* [MATERIALS PROVIDED]:
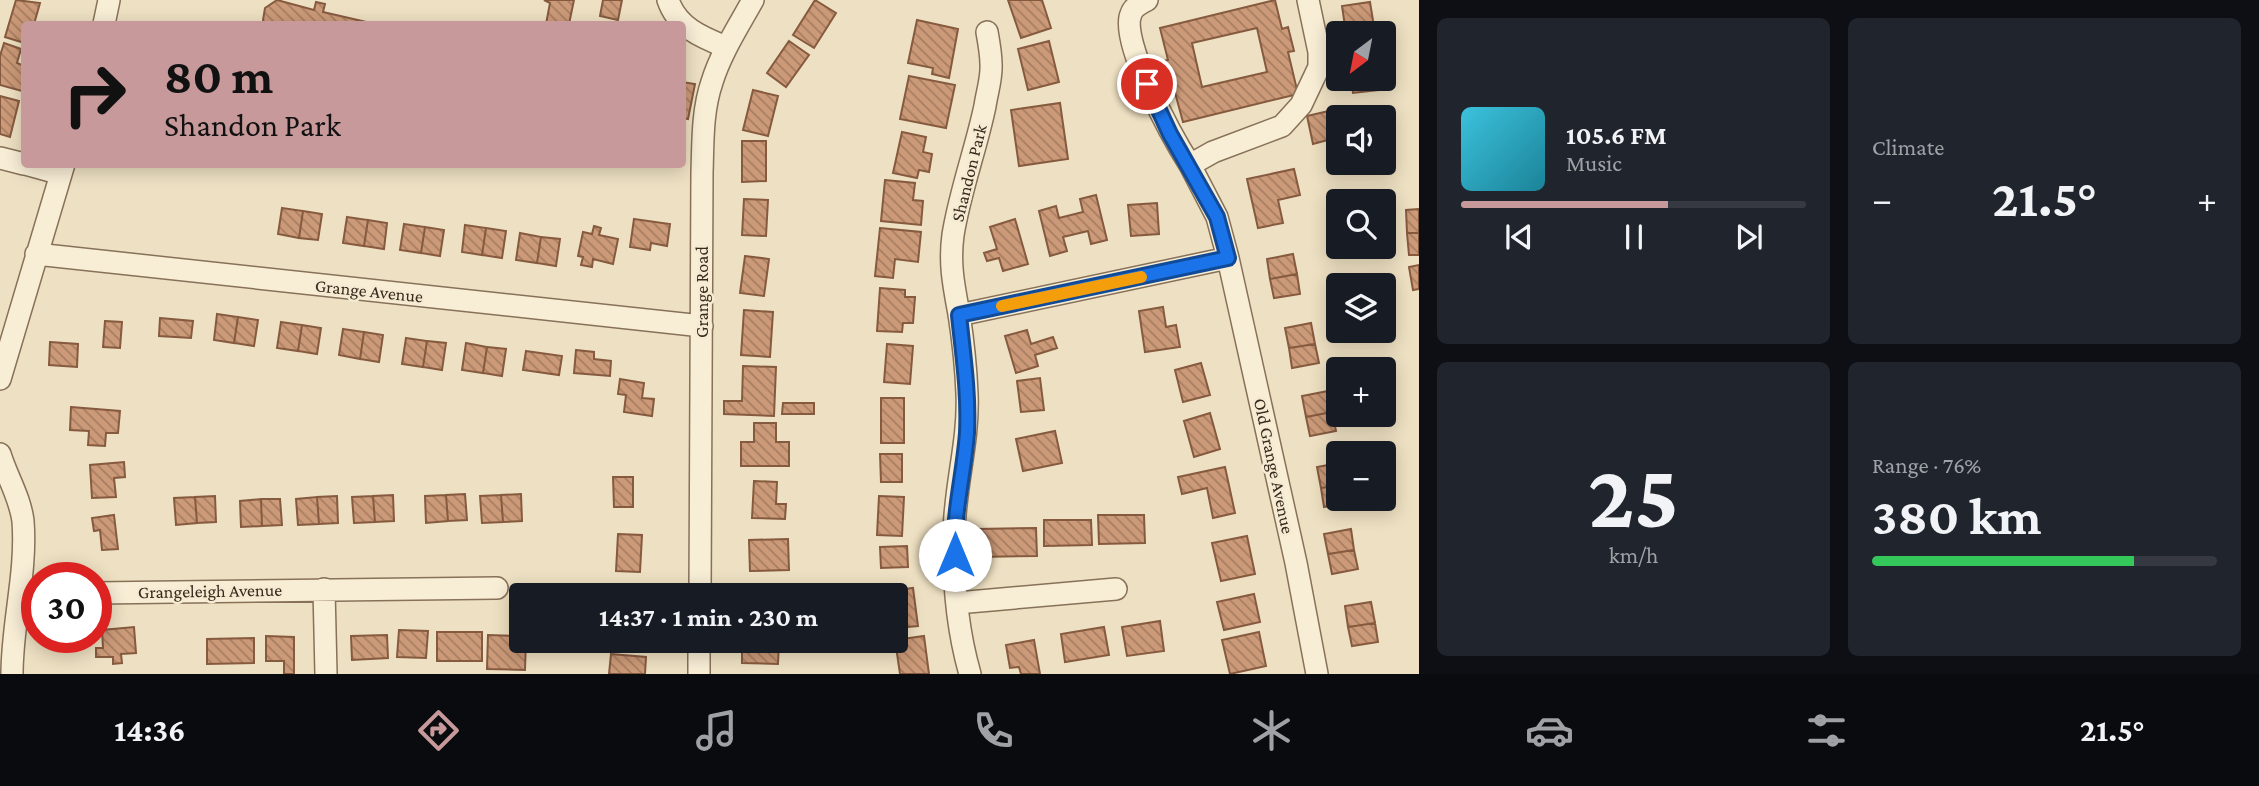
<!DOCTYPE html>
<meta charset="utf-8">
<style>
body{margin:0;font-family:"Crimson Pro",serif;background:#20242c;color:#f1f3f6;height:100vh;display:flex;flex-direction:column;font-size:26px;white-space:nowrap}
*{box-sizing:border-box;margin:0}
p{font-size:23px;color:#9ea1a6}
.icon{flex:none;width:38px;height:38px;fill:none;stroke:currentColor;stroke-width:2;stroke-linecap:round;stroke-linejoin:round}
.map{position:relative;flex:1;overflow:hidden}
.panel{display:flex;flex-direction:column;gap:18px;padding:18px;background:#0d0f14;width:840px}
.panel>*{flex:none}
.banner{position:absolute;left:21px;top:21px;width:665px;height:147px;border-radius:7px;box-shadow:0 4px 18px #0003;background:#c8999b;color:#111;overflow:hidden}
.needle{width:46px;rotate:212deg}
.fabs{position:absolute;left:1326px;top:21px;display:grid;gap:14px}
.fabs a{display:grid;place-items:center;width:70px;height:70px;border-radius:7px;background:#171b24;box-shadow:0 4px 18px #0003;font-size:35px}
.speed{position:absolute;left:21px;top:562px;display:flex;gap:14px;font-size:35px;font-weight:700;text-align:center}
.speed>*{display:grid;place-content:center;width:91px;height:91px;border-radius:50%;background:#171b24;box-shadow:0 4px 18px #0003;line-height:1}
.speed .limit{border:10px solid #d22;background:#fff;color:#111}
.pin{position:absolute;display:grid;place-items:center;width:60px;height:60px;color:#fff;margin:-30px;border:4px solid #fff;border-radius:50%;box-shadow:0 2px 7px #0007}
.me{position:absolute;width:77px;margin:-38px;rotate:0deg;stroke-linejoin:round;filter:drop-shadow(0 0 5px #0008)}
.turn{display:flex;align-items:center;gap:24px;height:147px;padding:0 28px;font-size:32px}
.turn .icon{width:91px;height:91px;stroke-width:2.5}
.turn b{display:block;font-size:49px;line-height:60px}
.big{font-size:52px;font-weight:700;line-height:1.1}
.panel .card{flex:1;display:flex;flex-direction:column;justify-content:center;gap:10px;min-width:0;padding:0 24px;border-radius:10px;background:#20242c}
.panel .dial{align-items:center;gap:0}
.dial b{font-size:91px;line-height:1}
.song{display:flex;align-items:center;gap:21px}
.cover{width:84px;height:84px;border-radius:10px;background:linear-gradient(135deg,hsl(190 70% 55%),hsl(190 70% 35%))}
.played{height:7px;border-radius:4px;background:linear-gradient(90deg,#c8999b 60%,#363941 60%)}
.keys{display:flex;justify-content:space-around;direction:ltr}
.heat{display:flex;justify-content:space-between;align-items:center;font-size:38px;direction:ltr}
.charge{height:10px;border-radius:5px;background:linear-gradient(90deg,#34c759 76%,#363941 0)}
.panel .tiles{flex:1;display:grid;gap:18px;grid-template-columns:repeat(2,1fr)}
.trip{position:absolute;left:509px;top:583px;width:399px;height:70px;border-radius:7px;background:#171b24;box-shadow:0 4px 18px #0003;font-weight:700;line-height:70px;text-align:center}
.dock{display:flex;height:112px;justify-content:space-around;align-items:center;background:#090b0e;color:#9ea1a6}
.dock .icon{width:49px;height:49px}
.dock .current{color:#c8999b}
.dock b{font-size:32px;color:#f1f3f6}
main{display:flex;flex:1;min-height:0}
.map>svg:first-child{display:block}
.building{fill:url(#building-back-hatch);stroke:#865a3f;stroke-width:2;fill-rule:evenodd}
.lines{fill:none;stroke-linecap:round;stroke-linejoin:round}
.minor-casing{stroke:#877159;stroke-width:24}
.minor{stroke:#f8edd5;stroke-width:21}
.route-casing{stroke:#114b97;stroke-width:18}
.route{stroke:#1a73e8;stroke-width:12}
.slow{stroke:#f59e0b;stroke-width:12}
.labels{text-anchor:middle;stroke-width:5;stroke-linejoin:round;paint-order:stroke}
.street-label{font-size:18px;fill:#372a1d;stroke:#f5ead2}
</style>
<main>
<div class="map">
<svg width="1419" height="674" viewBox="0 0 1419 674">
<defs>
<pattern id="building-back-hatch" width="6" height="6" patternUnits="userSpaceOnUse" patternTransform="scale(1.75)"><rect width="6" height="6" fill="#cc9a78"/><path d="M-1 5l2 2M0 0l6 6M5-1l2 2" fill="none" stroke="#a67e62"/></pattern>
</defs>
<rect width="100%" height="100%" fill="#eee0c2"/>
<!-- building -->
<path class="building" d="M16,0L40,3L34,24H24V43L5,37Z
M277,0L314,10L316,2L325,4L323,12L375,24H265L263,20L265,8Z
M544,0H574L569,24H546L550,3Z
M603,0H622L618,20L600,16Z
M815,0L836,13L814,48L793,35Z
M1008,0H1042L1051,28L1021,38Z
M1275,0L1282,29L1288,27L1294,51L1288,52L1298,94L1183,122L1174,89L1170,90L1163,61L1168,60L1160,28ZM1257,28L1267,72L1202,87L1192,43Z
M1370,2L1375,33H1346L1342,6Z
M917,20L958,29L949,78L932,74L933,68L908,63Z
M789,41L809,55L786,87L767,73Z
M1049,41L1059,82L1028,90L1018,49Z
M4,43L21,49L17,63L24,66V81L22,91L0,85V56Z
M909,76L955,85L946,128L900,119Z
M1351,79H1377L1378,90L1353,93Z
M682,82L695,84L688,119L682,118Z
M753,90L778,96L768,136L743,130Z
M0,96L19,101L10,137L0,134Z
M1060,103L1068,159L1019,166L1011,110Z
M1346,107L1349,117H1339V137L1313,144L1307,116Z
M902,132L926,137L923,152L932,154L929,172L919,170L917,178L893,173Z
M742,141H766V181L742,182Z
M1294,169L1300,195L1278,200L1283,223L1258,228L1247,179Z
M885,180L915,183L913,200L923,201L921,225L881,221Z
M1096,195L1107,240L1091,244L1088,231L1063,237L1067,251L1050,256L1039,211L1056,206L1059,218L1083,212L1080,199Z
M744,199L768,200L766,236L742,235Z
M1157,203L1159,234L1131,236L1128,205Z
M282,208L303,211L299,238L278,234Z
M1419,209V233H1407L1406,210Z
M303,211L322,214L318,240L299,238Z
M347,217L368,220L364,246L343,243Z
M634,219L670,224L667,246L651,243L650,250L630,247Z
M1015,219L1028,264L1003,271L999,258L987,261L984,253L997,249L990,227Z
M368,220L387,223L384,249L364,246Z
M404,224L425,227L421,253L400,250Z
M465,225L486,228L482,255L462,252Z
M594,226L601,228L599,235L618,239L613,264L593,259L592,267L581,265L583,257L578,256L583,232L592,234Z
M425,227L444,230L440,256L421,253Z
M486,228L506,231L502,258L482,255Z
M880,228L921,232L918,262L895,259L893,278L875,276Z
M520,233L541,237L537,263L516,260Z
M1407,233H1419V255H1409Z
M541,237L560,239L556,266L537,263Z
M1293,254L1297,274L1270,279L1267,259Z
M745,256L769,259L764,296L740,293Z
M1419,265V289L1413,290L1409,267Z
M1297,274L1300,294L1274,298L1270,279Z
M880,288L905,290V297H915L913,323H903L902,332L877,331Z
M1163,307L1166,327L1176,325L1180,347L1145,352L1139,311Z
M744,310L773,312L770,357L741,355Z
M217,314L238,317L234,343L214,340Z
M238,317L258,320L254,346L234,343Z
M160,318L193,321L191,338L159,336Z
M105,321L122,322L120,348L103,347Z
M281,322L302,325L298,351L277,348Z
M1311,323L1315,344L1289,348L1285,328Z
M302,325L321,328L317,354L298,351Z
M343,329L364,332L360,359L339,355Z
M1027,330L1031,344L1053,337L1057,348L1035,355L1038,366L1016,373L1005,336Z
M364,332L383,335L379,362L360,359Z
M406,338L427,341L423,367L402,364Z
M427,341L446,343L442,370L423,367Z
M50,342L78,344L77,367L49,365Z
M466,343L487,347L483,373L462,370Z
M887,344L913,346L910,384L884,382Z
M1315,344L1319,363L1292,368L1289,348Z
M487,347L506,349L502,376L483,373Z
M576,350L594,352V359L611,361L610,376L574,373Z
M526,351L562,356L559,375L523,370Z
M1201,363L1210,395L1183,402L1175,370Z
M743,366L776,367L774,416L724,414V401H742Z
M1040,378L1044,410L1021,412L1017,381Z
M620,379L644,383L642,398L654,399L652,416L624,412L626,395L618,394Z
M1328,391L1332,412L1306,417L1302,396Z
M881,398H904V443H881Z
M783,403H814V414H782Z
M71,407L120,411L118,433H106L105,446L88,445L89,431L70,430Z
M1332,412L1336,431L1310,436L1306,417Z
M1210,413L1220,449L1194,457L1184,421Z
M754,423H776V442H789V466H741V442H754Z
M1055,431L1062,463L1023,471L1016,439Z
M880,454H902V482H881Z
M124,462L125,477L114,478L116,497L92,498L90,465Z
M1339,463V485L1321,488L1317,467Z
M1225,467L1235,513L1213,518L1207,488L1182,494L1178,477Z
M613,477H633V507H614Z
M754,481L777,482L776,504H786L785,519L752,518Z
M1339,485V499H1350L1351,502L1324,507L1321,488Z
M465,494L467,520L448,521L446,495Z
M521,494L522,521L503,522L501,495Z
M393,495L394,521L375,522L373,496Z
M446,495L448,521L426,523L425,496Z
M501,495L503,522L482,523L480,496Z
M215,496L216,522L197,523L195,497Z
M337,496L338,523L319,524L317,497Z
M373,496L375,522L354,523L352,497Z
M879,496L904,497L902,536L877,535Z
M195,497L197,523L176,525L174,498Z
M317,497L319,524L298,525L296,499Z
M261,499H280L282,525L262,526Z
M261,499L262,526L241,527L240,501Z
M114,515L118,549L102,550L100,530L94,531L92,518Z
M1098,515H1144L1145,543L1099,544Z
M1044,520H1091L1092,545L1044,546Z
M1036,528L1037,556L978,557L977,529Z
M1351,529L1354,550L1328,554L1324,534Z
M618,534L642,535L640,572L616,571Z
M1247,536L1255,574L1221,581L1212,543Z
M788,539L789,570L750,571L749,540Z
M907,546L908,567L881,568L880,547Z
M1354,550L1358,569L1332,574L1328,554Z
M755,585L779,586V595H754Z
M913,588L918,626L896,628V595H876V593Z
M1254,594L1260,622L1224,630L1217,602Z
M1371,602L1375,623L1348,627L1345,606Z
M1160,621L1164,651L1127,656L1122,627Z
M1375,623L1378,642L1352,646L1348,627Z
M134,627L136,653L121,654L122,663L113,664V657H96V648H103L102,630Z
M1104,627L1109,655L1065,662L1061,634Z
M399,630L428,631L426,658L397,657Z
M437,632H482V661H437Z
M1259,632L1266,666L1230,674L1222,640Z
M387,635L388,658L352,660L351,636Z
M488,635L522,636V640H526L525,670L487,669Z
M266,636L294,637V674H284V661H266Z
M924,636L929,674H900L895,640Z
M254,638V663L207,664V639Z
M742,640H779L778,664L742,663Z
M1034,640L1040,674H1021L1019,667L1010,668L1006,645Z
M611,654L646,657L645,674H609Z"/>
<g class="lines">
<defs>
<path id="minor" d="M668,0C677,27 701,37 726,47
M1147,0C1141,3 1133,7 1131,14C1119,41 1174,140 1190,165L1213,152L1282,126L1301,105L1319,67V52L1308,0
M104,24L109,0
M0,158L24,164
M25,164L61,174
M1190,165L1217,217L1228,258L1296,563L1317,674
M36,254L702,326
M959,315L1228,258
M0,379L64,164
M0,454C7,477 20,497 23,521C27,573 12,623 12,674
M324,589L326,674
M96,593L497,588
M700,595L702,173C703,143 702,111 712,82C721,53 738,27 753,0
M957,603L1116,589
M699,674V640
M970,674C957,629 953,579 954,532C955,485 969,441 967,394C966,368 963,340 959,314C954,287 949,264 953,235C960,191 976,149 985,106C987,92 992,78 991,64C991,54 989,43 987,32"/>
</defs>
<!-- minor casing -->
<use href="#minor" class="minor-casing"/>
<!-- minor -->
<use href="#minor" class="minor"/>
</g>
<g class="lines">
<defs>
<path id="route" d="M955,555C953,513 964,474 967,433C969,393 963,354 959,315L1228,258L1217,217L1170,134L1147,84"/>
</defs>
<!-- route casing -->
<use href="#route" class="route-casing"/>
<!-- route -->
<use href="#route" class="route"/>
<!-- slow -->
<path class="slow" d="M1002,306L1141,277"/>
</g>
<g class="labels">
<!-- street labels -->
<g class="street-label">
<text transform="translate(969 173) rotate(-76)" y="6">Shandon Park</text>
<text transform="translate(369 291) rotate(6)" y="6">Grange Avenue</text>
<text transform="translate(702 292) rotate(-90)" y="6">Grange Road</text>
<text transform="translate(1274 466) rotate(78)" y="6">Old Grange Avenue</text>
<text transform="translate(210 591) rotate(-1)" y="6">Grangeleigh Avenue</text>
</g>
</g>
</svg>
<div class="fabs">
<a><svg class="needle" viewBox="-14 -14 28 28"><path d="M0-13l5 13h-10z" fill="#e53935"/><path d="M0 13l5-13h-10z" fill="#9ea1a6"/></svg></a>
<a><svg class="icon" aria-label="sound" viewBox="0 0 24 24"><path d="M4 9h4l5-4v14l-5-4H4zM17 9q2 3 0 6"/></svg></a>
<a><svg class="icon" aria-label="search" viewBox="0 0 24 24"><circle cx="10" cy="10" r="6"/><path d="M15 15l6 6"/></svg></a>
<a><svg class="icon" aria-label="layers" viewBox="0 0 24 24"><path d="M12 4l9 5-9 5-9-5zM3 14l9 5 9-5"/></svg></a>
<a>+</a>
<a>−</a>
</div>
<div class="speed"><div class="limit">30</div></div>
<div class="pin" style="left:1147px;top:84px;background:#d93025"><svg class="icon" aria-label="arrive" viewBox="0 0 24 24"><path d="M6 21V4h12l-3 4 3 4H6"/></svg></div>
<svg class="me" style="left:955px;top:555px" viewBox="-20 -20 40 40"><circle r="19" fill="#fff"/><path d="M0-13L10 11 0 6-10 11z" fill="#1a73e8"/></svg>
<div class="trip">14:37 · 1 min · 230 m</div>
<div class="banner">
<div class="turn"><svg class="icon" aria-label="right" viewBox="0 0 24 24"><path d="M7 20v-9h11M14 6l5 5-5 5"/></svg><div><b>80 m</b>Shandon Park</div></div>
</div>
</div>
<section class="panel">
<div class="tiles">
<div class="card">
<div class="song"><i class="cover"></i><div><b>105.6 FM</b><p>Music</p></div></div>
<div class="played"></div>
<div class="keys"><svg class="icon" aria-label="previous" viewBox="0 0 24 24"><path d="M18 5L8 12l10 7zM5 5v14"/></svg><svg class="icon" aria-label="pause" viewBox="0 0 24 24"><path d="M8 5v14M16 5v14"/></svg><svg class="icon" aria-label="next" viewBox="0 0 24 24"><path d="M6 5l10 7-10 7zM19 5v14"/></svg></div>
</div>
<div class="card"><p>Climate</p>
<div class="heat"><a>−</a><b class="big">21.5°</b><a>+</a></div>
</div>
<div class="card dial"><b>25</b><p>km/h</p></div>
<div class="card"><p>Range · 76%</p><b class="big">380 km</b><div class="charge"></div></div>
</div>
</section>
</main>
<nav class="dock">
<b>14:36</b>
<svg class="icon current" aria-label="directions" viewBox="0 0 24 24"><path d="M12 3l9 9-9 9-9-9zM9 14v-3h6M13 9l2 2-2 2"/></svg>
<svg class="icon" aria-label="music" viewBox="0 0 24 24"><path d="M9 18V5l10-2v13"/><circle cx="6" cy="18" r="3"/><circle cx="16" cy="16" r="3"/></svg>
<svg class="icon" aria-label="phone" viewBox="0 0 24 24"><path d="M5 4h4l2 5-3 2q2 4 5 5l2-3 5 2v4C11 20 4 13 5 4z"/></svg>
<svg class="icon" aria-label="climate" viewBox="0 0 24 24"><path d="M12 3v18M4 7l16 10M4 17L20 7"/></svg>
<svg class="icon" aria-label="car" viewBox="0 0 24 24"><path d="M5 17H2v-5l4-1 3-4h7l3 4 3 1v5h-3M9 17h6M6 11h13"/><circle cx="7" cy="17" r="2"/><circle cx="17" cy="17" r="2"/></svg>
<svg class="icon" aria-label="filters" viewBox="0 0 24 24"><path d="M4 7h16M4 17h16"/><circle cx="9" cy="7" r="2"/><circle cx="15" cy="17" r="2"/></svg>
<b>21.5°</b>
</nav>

* [EXERCISE GOAL]: Search the data above for the word "solid" and show every line that has it.

* [YOUR SOLUTION]:
.speed .limit{border:10px solid #d22;background:#fff;color:#111}
.pin{position:absolute;display:grid;place-items:center;width:60px;height:60px;color:#fff;margin:-30px;border:4px solid #fff;border-radius:50%;box-shadow:0 2px 7px #0007}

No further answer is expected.